**BRIEF:** The expected answer is a single number, namely how many lines in the data below hold the word "from".

**DATA TO EXAMINE:**
-------
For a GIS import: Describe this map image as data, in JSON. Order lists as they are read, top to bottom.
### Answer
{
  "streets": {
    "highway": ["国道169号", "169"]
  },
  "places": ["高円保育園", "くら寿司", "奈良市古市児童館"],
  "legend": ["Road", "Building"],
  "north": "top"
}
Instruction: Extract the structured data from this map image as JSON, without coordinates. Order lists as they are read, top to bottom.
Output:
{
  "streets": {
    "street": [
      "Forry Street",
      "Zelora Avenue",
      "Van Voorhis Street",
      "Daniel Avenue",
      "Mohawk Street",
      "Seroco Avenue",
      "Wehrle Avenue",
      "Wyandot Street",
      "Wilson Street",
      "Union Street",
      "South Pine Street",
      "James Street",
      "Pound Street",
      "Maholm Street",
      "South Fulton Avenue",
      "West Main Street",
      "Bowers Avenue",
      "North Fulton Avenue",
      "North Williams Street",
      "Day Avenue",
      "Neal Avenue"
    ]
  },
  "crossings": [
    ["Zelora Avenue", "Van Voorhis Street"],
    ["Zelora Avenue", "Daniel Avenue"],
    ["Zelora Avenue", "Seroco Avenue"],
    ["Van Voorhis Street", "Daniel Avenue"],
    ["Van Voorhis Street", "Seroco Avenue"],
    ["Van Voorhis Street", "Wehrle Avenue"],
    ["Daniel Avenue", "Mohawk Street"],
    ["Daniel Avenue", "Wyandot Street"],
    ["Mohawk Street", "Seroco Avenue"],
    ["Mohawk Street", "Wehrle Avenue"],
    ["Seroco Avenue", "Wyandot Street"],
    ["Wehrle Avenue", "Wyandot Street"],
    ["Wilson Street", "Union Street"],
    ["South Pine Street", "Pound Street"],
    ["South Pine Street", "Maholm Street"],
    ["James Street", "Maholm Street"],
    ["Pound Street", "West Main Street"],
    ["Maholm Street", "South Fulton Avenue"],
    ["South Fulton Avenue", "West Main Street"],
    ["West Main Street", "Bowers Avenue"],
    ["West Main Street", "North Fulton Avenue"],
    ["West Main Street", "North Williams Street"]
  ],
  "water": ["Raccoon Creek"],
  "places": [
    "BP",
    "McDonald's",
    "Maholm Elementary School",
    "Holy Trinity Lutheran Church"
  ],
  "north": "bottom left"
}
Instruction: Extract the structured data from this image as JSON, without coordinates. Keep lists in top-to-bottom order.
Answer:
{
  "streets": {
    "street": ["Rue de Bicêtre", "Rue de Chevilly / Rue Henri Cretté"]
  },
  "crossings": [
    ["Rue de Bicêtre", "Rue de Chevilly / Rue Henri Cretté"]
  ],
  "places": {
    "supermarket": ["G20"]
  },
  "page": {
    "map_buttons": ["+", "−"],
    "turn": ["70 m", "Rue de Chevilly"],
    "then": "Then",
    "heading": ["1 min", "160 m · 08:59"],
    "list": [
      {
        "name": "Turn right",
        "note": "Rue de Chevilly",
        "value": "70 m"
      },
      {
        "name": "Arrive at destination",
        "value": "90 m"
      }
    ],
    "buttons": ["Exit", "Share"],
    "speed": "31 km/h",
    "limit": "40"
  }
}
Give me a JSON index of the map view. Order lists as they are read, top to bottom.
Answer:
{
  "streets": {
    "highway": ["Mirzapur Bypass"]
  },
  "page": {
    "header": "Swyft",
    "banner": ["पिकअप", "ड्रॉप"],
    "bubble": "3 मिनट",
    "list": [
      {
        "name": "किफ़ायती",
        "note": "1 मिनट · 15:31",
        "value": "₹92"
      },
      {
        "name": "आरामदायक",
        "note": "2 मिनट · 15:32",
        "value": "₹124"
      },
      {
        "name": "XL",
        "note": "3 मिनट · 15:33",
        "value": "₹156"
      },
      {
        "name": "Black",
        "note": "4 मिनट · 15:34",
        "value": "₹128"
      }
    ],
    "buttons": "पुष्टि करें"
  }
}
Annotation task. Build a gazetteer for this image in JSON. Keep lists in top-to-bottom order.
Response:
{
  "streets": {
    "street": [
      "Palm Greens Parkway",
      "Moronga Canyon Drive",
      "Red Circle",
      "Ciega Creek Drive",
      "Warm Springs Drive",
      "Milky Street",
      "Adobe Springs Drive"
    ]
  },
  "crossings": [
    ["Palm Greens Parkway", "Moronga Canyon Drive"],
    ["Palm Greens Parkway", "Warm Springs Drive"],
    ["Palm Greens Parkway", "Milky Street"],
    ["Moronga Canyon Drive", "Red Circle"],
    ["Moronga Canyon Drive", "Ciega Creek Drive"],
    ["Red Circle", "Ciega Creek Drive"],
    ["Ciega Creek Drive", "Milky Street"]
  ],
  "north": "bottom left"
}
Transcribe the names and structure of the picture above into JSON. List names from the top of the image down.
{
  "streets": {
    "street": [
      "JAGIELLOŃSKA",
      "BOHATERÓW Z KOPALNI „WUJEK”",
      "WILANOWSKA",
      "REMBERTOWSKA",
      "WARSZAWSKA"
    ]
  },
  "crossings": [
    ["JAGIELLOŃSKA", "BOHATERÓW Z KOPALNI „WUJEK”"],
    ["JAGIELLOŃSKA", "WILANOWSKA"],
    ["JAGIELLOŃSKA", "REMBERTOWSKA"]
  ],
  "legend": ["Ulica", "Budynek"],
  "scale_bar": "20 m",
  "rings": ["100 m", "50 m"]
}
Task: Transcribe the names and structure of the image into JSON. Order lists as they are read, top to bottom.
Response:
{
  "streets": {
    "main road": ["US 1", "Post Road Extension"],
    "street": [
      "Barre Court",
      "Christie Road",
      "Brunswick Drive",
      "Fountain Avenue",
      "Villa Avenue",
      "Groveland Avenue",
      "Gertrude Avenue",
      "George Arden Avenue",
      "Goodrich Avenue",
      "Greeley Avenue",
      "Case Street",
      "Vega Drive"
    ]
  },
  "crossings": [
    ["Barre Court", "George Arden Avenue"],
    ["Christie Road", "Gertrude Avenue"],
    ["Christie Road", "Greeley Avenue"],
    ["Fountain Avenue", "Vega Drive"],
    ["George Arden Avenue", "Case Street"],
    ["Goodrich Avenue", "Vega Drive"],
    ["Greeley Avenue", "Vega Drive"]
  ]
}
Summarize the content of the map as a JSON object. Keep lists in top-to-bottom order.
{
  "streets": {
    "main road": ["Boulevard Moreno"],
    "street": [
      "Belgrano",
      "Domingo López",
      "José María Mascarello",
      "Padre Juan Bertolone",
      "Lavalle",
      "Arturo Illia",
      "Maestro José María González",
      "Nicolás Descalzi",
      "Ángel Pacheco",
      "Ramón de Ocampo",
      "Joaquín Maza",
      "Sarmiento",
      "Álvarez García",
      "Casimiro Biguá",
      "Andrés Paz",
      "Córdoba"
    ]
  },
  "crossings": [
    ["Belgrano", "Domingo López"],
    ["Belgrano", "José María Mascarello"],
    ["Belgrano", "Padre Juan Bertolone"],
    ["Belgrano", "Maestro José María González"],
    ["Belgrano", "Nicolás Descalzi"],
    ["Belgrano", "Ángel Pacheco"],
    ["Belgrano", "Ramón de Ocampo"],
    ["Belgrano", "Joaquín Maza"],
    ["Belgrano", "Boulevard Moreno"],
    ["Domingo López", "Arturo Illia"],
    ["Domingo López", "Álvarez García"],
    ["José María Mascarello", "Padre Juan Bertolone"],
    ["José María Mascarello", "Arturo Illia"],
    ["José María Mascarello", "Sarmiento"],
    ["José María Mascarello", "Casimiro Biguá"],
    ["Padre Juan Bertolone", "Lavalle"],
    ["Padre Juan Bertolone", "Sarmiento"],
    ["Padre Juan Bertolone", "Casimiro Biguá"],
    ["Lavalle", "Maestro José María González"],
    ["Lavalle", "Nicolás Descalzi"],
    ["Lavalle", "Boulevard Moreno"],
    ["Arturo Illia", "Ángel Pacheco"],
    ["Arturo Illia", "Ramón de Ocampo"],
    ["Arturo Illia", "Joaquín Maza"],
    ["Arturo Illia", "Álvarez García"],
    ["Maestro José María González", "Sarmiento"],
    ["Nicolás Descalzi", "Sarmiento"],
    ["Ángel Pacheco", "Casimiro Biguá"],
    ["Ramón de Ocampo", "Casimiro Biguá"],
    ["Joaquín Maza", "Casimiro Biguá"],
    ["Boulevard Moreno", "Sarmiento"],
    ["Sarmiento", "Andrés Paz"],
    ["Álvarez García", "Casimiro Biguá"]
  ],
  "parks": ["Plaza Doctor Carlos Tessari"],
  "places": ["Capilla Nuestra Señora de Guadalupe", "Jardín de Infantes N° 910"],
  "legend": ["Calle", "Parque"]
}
-------
**ANSWER FOR THIS EXERCISE:** 3